TASK DIRECTIONS: Repeat, word for word, each of the records shown below, without their pictures.

##### SUPPLIED DATA

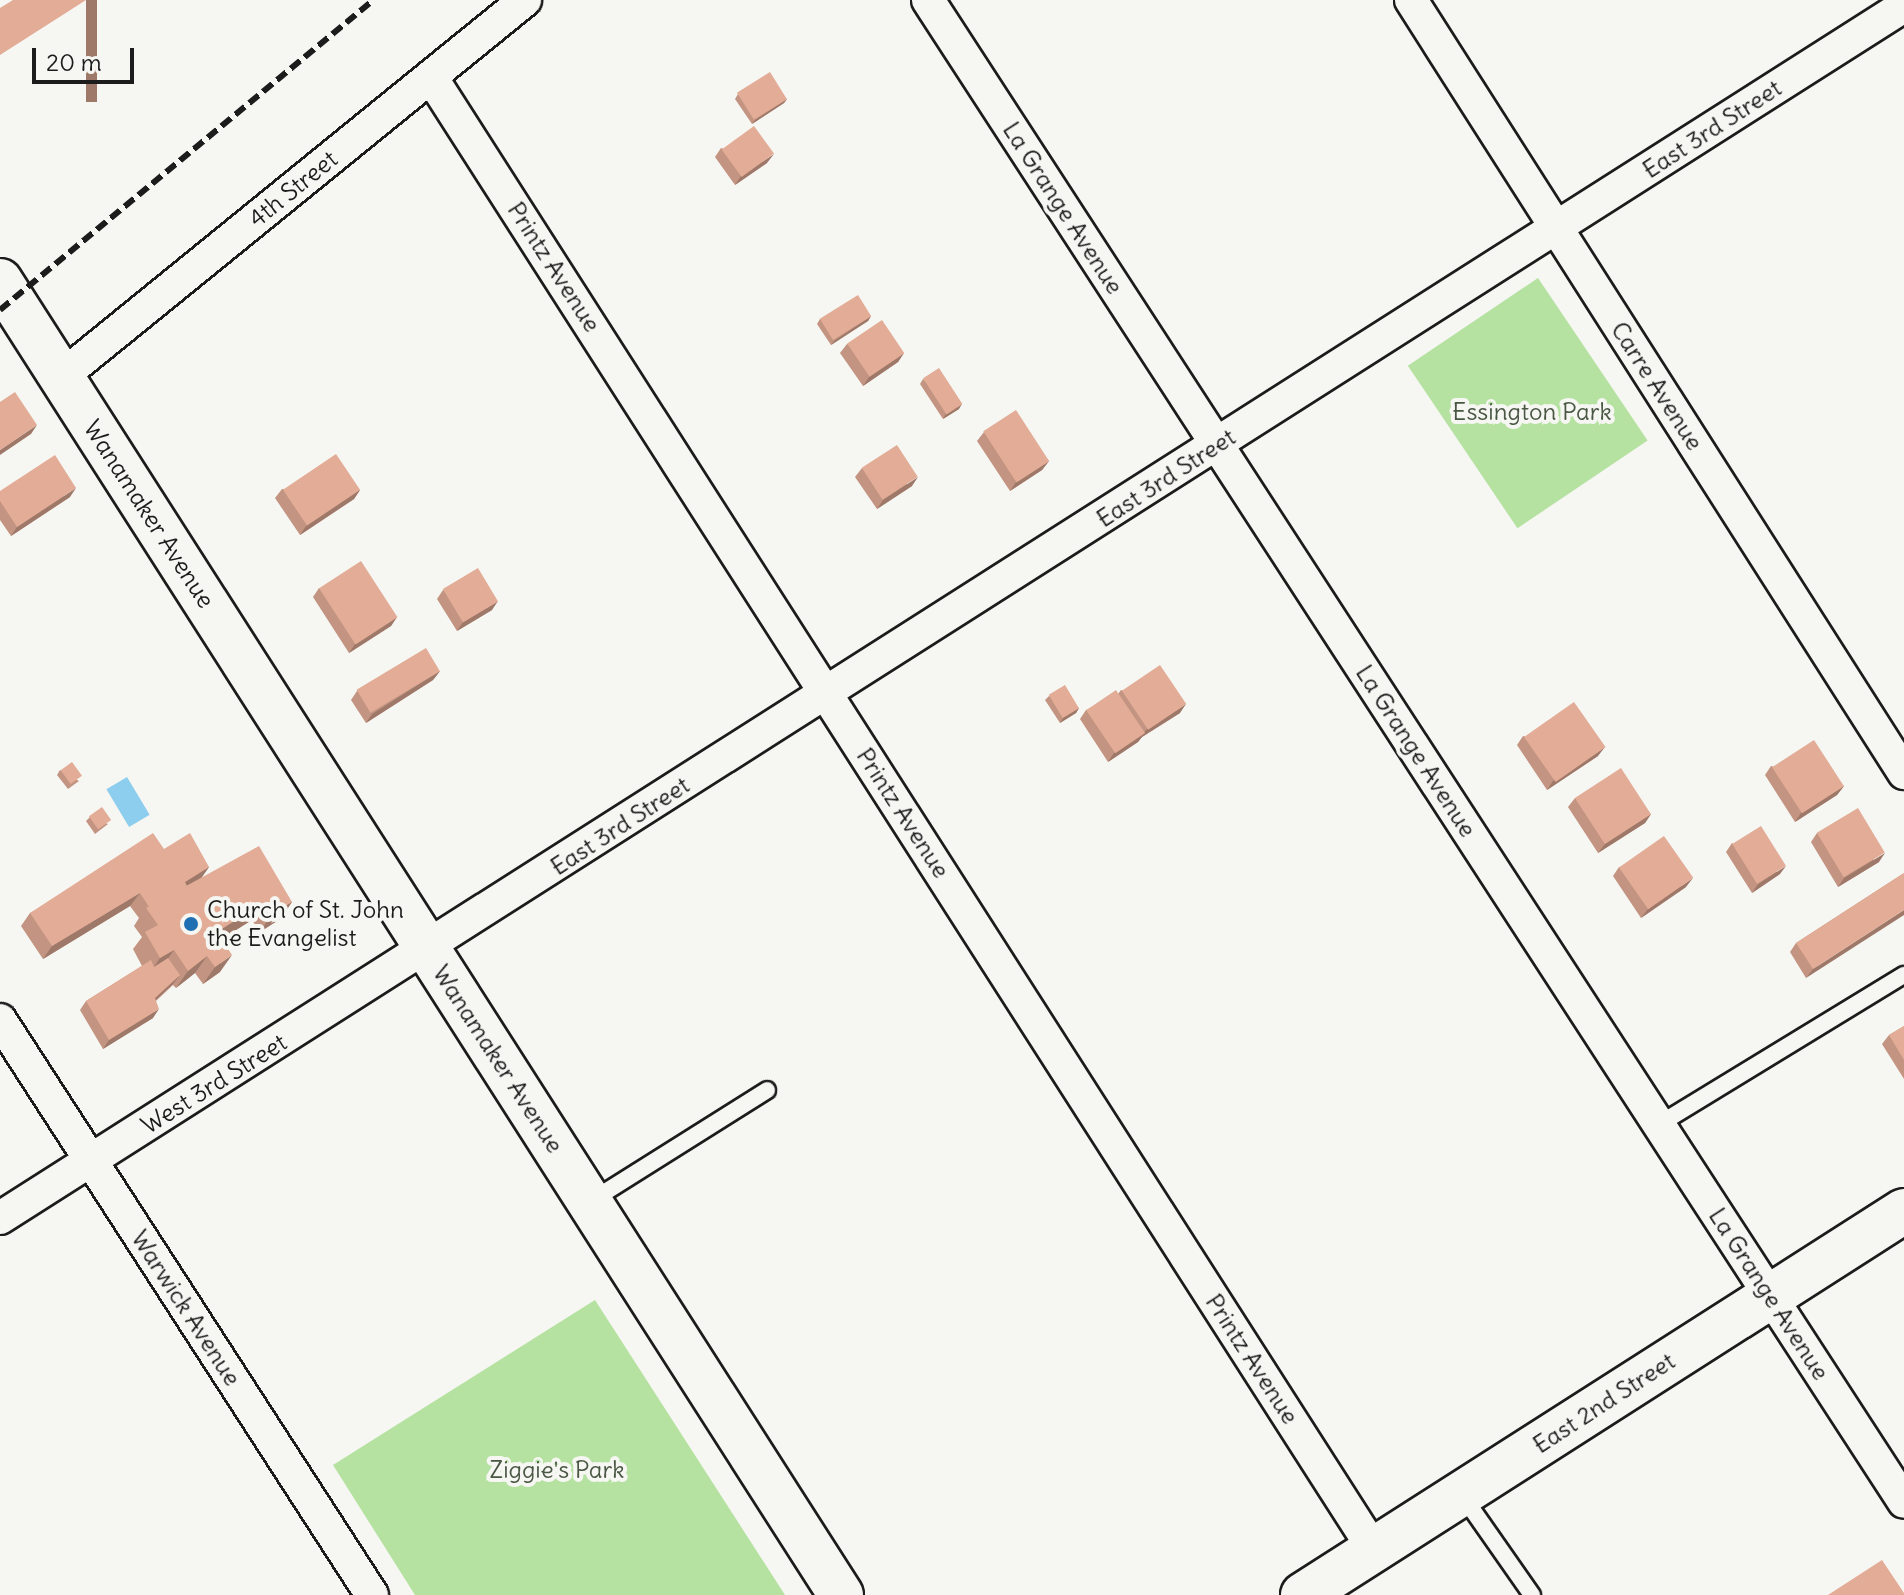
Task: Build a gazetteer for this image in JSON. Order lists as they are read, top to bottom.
{
  "streets": {
    "street": [
      "East 3rd Street",
      "4th Street",
      "La Grange Avenue",
      "Printz Avenue",
      "Carre Avenue",
      "Wanamaker Avenue",
      "West 3rd Street",
      "Warwick Avenue",
      "East 2nd Street"
    ]
  },
  "crossings": [
    ["East 3rd Street", "La Grange Avenue"],
    ["East 3rd Street", "Printz Avenue"],
    ["East 3rd Street", "Carre Avenue"],
    ["East 3rd Street", "Wanamaker Avenue"],
    ["East 3rd Street", "West 3rd Street"],
    ["4th Street", "Printz Avenue"],
    ["4th Street", "Wanamaker Avenue"],
    ["La Grange Avenue", "East 2nd Street"],
    ["Printz Avenue", "East 2nd Street"],
    ["Wanamaker Avenue", "West 3rd Street"],
    ["West 3rd Street", "Warwick Avenue"]
  ],
  "parks": ["Essington Park", "Ziggie's Park"],
  "places": ["Church of St. John the Evangelist"],
  "scale_bar": "20 m"
}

##########

COMPLETED EXERCISE:
Task: Build a gazetteer for this image in JSON. Order lists as they are read, top to bottom.
{
  "streets": {
    "street": [
      "East 3rd Street",
      "4th Street",
      "La Grange Avenue",
      "Printz Avenue",
      "Carre Avenue",
      "Wanamaker Avenue",
      "West 3rd Street",
      "Warwick Avenue",
      "East 2nd Street"
    ]
  },
  "crossings": [
    ["East 3rd Street", "La Grange Avenue"],
    ["East 3rd Street", "Printz Avenue"],
    ["East 3rd Street", "Carre Avenue"],
    ["East 3rd Street", "Wanamaker Avenue"],
    ["East 3rd Street", "West 3rd Street"],
    ["4th Street", "Printz Avenue"],
    ["4th Street", "Wanamaker Avenue"],
    ["La Grange Avenue", "East 2nd Street"],
    ["Printz Avenue", "East 2nd Street"],
    ["Wanamaker Avenue", "West 3rd Street"],
    ["West 3rd Street", "Warwick Avenue"]
  ],
  "parks": ["Essington Park", "Ziggie's Park"],
  "places": ["Church of St. John the Evangelist"],
  "scale_bar": "20 m"
}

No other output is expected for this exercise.